A grasp of “place,” in my experience, is important for appreciating the impacts of climate change. When I was studying in Quito, Ecuador, I would occasionally catch a glimpse to the south of the incredible ice cone of the Andean stratovolcano, Cotopaxi. Quiteños would tell me that the ice was visibly receding every year; that when they were children, Cotopaxi looked very different. Climate change became real to me when I saw that it was rapidly transforming the ancient and resolute Andes.

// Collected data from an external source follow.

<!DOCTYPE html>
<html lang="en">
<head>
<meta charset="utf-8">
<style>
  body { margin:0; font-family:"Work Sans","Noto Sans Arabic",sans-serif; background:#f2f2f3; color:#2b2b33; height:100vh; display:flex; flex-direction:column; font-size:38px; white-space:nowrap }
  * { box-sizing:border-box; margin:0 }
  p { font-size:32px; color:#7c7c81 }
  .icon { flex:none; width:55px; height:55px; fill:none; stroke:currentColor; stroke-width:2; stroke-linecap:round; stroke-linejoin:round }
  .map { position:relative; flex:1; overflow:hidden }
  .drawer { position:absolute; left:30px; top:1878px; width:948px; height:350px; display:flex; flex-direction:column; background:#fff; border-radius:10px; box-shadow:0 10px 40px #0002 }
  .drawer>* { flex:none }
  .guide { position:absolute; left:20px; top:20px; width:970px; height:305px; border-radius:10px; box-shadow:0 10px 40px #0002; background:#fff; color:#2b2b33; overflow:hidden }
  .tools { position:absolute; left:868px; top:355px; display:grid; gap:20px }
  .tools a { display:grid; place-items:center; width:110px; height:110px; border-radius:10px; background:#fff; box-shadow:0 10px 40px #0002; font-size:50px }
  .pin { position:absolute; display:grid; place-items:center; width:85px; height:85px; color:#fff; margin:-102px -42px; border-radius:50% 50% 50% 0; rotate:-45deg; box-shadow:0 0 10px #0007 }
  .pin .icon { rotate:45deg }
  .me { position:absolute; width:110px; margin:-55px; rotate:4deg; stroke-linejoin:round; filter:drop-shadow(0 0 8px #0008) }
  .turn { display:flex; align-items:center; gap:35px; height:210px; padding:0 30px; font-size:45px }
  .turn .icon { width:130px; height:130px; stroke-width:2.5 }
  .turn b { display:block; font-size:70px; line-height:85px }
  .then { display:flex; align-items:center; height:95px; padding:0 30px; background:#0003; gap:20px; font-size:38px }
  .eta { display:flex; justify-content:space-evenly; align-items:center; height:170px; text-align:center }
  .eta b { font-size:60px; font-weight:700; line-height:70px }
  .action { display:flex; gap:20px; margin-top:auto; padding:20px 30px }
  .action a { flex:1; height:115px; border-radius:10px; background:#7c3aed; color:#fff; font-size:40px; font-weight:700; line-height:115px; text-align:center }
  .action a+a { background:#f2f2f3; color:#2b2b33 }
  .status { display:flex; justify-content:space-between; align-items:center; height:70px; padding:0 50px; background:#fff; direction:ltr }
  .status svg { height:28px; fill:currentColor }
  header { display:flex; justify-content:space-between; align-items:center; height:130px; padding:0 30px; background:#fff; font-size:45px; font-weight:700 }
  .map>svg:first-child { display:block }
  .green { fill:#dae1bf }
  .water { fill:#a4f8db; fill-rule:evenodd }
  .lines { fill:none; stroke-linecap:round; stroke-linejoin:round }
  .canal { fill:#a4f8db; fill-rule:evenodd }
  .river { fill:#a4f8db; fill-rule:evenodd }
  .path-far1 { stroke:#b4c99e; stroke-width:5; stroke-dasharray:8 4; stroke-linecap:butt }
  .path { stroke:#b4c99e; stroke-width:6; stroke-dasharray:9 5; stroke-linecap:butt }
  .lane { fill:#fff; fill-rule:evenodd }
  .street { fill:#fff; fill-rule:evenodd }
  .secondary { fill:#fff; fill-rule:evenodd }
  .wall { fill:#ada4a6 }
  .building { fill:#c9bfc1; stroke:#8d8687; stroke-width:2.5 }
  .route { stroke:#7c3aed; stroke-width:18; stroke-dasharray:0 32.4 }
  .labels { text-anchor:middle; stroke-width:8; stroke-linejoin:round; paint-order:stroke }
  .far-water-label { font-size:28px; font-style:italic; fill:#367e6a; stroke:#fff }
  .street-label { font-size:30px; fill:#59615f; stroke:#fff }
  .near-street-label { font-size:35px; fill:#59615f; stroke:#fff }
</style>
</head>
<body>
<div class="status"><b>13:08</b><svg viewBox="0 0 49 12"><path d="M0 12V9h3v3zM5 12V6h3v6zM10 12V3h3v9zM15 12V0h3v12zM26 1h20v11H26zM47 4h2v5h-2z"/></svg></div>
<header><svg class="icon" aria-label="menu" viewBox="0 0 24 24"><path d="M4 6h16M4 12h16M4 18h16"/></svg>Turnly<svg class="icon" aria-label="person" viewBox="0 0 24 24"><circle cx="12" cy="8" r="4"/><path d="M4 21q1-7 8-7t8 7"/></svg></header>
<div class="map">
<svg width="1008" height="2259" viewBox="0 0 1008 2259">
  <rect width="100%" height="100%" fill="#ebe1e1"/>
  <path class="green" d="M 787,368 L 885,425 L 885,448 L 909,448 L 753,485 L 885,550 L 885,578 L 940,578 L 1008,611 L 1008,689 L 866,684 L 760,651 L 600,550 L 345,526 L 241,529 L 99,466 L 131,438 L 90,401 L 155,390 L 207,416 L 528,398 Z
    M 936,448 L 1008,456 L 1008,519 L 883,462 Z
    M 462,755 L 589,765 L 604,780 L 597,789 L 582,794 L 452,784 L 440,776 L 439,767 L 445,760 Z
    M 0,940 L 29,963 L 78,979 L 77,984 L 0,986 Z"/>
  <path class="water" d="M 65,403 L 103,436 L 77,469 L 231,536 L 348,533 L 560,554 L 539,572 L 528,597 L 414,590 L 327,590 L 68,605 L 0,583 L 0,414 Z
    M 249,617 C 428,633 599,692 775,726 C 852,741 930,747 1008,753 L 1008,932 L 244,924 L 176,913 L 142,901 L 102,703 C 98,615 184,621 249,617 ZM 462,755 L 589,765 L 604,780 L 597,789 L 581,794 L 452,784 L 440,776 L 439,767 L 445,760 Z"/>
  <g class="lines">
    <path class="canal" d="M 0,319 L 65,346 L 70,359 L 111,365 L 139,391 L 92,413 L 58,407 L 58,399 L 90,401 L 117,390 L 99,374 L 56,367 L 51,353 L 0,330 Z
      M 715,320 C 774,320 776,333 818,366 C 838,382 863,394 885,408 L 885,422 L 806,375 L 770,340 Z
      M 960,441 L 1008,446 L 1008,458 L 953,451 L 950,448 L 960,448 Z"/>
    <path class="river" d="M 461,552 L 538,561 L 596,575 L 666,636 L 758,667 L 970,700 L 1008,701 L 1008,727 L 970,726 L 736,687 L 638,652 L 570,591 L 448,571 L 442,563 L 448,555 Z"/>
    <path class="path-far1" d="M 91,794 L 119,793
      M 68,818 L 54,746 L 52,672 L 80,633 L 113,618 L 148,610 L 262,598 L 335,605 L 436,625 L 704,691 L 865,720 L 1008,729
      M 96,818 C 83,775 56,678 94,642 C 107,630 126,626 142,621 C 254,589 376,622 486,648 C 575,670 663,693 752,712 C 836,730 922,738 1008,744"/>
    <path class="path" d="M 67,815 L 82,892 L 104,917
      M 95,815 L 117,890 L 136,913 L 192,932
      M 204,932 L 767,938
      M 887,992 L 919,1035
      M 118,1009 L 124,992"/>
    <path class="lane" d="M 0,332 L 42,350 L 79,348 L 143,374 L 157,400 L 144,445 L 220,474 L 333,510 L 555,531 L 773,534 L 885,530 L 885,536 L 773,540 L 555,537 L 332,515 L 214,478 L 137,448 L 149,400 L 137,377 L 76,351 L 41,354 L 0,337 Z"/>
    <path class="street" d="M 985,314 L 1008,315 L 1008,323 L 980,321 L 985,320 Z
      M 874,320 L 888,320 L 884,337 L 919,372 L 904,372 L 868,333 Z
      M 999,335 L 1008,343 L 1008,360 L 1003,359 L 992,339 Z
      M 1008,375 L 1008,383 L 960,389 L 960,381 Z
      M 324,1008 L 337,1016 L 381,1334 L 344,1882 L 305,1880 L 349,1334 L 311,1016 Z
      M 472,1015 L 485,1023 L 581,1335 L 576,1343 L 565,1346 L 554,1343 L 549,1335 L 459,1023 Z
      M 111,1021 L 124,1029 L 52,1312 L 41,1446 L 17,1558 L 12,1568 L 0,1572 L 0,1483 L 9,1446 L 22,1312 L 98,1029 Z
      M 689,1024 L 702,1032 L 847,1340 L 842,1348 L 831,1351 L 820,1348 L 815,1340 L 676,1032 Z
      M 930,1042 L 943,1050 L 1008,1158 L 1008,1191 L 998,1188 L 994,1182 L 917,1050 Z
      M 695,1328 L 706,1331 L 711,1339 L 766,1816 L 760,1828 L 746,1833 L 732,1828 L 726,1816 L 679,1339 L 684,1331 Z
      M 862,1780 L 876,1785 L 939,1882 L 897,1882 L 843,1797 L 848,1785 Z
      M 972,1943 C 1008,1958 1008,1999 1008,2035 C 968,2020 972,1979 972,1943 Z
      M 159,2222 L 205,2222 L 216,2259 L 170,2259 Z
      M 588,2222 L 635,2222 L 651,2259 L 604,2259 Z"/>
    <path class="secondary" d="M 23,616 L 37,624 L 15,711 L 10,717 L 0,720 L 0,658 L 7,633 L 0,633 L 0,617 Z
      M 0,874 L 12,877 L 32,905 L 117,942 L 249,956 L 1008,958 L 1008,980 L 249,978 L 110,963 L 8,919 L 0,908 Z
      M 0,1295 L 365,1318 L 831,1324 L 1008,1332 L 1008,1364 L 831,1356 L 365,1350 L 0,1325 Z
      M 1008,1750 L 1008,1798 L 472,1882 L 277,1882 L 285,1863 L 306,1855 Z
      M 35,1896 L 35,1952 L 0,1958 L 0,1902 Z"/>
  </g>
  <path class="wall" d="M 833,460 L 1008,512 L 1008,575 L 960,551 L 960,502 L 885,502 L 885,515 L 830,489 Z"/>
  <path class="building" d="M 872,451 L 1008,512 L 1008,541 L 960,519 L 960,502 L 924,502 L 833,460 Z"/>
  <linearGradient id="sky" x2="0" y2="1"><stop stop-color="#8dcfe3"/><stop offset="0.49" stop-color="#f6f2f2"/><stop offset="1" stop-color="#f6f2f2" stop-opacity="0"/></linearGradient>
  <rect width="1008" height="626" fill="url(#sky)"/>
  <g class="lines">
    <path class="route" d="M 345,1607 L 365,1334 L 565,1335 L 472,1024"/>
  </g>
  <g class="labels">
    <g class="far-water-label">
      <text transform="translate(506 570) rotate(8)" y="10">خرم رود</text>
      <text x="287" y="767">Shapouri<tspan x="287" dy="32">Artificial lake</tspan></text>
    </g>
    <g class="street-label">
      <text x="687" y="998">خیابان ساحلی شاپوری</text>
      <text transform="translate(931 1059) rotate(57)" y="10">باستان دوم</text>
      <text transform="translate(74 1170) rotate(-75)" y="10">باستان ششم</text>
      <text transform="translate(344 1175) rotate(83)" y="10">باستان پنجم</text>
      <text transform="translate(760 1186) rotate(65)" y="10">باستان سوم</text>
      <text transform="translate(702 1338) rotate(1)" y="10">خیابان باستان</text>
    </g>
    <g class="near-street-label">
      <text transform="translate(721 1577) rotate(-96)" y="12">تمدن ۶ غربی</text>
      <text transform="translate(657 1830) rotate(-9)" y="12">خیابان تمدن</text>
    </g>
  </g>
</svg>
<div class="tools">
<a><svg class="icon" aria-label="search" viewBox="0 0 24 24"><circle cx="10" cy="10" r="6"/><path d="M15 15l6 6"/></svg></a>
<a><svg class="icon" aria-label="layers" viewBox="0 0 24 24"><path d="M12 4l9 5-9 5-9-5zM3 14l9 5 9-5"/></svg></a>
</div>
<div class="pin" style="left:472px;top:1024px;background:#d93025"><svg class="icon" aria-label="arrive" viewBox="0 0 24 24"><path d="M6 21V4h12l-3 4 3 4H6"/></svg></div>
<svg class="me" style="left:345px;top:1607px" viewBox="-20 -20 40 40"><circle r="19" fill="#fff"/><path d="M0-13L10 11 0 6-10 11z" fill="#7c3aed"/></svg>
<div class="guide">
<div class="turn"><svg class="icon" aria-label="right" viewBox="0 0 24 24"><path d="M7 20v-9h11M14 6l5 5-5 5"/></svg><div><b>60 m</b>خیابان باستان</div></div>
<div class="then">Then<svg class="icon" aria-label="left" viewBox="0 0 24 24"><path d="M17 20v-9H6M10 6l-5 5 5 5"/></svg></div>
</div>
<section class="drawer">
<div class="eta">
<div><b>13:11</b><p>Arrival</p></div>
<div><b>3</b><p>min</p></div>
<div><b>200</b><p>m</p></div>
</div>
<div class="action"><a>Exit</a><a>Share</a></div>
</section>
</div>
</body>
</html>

Today I want to focus on a second Earth Day resource that came out of the Portland Area Rethinking Schools Earth in Crisis Curriculum Project. “Paradise Lost: Introducing Students to Climate Change through Story,” uses poetry to incorporate place into lessons on climate change.
The lessons revolve around the short PBS Now documentary, “Paradise Lost,” which tours the South Pacific island of Kiribati (pronounced KIRR-EE-BAS). The island is literally disappearing as sea levels rise. People live on the island: “I love my land. If it’s going to disappear, I will go with my land,” says one islander.
Others will leave their homes. The U.N. has estimated that there will be 250 million “climate refugees” in the next 50 years. These people will all lose their “place,” and the Paradise Lost lesson can share this topic with students while providing writing practice, knowledge about climate change, and an introduction to found poetry.
Here are all of the links that you will need to implement the lesson plan:
“Paradise Lost” Lesson Description by Brady Bennon: This is the Rethinking Schools resource that describes the entire process.
The First Morning of Edward Abbey’s Desert Solitaire: This is an excerpt of the reading used in Bennon’s lesson to introduce students to place.
PBS Now Documentary: Paradise Lost: This is the link to watch the referenced 25 minute documentary demonstrating the effects of climate change on the island nation of Kiribati.
Creative Writing Now: Found Poetry: Bennon’s lesson uses found poetry to help students think about place. Creative Writing Now has an excellent description and how-to guide for found poetry.
As always, I hope this is useful.
One thought on “WWW: Teaching Climate Change through Story”
Adam, you hit the nail on the head: climate change has to be tangible to people, it has to hit home for them to act. Thank you for such great resources!